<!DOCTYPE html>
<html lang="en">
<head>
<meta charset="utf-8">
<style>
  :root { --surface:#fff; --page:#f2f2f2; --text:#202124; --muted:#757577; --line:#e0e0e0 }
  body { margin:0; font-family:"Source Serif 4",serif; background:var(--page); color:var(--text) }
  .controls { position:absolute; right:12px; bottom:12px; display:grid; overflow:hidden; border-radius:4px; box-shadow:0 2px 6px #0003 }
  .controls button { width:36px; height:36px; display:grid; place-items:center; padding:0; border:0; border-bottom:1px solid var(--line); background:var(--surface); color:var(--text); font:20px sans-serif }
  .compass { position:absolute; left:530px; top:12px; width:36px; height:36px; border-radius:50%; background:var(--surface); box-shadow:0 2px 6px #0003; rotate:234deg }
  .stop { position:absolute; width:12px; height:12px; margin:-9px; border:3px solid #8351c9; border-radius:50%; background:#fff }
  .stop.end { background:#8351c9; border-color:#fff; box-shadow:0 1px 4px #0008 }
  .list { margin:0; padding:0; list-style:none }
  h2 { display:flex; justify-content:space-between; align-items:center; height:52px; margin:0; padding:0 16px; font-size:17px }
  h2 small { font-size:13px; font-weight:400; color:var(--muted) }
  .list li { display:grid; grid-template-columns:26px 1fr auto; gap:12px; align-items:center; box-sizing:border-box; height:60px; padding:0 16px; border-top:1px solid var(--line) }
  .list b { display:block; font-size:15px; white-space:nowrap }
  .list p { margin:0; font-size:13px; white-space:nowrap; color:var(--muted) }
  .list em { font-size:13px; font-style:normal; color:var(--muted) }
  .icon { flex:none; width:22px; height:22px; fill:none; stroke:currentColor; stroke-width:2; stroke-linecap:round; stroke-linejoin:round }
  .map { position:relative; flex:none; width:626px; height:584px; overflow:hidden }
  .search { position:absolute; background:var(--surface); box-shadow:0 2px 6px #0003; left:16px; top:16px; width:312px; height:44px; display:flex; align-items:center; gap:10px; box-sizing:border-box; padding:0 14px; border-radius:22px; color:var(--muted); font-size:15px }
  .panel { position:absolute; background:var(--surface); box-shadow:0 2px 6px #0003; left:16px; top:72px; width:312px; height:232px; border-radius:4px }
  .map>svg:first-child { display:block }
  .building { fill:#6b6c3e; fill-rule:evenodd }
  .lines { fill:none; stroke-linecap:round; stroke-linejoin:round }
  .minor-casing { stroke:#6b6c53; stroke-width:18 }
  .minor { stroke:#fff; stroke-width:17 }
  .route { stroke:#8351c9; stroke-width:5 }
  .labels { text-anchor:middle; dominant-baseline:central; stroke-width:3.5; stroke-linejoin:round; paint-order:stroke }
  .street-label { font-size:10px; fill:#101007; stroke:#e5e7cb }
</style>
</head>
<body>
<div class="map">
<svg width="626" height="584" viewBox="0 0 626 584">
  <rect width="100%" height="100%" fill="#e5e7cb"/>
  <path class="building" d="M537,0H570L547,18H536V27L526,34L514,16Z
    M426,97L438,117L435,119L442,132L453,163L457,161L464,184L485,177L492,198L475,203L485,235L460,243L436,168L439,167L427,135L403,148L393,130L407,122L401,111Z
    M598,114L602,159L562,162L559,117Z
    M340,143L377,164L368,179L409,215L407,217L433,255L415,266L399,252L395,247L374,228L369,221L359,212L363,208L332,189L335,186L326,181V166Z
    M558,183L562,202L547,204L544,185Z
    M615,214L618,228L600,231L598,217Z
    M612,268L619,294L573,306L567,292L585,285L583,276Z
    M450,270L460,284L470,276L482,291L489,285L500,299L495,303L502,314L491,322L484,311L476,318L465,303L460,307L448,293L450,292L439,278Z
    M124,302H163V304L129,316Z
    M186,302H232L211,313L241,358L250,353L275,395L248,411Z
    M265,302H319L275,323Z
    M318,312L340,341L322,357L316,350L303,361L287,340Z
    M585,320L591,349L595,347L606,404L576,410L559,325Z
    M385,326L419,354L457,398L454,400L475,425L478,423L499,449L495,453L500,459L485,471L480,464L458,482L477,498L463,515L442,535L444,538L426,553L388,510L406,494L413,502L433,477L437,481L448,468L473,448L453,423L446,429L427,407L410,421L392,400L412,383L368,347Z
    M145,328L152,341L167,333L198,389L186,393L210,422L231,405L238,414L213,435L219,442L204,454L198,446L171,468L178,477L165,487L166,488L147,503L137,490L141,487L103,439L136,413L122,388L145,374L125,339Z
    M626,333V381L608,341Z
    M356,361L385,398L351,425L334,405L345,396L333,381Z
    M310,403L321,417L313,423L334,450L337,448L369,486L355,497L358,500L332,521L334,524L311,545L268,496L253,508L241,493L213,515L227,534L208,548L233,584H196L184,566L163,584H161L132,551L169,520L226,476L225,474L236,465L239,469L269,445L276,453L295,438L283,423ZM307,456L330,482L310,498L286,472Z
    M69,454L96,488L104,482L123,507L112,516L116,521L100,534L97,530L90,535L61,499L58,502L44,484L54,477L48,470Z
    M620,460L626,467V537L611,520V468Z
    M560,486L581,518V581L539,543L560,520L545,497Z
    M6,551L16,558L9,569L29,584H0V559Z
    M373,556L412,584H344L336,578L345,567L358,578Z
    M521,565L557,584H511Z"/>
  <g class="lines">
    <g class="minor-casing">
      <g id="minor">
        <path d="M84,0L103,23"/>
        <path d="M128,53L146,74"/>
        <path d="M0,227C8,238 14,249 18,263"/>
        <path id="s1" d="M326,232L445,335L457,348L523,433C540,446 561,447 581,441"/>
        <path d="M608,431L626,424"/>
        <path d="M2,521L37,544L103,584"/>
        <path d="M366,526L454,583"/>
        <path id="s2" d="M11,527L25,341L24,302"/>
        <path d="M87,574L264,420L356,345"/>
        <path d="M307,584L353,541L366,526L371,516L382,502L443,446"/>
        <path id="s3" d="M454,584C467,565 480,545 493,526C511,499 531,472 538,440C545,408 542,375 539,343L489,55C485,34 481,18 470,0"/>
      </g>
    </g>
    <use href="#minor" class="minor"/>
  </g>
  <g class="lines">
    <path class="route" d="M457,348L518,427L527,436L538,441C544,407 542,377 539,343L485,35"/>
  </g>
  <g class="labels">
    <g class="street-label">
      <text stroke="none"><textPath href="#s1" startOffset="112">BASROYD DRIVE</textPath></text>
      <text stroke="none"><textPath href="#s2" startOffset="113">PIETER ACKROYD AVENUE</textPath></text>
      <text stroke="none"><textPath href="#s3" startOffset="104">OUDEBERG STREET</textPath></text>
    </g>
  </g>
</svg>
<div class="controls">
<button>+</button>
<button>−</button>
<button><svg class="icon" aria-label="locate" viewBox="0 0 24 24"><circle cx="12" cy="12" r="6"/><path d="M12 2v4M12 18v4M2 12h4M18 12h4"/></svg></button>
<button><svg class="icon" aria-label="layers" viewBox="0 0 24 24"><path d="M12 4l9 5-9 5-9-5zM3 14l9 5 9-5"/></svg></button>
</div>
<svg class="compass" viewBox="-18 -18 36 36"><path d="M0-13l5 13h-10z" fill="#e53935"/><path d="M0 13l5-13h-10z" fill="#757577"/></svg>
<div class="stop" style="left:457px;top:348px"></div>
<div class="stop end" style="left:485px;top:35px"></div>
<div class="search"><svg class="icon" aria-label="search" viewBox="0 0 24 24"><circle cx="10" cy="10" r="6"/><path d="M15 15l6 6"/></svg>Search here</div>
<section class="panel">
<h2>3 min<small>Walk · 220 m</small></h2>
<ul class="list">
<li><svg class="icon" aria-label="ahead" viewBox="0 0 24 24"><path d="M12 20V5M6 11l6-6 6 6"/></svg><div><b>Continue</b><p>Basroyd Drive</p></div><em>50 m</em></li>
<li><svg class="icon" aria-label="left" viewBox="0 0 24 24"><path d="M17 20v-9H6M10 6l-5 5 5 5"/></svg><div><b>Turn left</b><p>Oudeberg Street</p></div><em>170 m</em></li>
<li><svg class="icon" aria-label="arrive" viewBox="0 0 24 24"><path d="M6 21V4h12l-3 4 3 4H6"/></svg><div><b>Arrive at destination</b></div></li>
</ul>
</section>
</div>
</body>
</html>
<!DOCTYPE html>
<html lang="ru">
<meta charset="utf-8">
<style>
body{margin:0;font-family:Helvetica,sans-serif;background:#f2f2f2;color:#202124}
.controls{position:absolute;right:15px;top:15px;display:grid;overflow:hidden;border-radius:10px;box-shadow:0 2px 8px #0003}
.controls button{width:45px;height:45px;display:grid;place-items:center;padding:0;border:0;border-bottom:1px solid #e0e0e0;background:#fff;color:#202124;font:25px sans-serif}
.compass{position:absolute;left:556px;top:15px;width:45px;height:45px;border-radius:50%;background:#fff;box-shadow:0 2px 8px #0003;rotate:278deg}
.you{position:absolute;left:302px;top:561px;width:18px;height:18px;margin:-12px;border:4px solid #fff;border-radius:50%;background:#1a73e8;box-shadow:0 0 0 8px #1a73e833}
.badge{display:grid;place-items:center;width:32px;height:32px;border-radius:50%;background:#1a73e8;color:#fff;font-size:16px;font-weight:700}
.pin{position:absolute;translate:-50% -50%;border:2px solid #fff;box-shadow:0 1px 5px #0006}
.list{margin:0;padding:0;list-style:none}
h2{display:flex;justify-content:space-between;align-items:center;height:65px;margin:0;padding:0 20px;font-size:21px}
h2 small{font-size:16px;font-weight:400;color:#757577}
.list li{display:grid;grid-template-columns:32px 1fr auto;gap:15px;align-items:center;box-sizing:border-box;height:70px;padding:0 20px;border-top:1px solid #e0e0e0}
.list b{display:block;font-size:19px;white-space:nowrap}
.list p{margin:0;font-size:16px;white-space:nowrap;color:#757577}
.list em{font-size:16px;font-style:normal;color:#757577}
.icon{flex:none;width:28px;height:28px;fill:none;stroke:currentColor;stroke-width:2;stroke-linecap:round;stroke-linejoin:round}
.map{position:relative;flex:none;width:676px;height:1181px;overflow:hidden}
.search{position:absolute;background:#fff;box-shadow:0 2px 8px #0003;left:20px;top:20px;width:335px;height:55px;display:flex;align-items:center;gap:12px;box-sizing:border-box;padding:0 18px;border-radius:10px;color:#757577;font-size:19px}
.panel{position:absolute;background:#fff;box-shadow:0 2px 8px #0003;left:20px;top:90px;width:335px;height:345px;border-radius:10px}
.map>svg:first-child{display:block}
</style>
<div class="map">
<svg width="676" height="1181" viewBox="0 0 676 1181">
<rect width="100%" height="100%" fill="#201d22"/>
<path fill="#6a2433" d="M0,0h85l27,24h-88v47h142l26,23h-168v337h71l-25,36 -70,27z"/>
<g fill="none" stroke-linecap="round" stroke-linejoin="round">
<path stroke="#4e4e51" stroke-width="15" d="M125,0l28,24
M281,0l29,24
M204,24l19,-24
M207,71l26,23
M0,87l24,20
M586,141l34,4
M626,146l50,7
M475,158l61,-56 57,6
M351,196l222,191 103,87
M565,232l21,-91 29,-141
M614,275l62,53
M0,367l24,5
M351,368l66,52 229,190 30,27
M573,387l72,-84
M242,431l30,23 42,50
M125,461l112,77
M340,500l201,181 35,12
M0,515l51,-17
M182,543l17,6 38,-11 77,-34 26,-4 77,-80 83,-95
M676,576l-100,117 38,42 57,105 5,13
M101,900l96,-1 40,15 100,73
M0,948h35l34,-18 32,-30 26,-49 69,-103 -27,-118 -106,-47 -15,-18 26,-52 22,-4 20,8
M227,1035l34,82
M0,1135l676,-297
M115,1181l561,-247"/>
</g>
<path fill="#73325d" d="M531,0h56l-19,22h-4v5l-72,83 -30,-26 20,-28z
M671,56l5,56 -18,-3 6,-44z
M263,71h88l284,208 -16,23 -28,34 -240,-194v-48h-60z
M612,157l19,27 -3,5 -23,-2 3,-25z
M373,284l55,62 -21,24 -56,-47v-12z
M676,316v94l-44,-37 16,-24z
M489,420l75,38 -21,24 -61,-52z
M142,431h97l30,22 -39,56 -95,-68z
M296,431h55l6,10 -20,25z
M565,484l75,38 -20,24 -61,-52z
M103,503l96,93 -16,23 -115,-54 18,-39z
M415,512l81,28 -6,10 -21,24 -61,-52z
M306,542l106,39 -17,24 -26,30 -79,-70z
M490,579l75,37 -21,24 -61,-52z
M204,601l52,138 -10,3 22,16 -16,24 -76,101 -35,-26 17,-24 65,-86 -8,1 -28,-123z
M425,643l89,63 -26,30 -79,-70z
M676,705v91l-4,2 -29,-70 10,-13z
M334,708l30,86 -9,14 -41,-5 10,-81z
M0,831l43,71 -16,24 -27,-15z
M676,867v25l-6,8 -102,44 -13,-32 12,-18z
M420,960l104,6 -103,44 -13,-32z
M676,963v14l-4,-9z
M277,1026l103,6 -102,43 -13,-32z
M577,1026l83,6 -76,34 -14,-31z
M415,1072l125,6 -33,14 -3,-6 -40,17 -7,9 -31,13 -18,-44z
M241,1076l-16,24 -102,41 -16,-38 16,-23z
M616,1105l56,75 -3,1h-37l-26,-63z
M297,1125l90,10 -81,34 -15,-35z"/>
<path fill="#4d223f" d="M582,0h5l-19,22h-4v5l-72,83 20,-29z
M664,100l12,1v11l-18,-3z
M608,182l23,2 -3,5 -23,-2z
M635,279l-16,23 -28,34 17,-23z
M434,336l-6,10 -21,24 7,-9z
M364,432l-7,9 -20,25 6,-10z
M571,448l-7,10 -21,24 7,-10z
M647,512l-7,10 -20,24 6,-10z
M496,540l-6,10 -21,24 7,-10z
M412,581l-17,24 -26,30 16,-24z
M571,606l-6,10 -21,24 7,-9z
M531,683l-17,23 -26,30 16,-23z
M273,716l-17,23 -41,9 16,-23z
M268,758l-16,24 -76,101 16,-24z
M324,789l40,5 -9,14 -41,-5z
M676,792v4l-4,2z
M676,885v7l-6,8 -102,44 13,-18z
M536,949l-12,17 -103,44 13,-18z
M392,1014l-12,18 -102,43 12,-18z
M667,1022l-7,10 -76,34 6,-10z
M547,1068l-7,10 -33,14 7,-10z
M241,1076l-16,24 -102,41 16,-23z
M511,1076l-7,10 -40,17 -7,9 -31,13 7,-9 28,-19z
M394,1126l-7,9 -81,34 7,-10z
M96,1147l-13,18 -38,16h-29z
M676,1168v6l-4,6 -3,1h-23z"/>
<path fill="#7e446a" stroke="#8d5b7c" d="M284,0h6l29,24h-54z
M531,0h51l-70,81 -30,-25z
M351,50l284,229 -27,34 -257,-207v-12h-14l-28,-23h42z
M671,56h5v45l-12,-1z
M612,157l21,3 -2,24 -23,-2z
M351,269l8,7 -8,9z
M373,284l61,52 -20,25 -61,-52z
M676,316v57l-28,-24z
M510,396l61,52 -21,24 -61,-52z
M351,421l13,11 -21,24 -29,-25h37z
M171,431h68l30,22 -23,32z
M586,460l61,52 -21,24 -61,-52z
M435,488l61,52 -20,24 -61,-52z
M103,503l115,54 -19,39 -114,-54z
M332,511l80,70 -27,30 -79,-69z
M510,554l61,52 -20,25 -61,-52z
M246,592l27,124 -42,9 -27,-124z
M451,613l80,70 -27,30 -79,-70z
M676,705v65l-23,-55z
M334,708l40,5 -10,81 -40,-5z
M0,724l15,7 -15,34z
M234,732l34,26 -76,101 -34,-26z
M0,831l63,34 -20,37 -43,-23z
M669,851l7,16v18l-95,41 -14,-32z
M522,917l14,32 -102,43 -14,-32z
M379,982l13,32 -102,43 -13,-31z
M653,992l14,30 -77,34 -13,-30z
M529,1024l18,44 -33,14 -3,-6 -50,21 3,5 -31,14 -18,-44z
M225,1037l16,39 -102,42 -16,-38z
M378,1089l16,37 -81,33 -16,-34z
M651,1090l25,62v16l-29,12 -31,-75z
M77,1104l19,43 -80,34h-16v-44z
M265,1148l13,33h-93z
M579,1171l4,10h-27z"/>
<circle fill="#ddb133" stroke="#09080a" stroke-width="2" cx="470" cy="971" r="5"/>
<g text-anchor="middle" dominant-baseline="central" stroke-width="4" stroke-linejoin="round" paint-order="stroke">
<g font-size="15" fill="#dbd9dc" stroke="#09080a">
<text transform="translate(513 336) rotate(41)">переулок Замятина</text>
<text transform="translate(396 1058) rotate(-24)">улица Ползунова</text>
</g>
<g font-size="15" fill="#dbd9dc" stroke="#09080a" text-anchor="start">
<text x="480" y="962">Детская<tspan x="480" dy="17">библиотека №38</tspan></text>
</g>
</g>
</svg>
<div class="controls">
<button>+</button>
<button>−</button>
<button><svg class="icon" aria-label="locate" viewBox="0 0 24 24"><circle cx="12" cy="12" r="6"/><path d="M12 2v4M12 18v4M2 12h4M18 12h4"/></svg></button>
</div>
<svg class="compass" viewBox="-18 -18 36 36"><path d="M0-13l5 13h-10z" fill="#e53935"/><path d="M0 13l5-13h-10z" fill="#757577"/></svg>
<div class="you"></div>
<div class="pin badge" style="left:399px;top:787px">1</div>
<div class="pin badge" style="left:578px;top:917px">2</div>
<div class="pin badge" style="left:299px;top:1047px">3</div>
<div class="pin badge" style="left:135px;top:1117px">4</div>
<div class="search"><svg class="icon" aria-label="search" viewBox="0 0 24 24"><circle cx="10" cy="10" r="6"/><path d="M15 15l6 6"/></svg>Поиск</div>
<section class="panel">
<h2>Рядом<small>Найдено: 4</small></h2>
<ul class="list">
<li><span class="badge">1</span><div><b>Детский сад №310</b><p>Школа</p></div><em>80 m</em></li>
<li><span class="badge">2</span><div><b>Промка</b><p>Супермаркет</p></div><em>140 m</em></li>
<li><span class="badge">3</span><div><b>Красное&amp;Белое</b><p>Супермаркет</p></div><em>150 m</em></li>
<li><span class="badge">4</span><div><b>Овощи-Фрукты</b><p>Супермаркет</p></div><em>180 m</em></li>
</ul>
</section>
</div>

--

What the exercise asks — Wherever a line of the material has the word "bottom", add it to a tally; give only the final number.

Result of the task — 3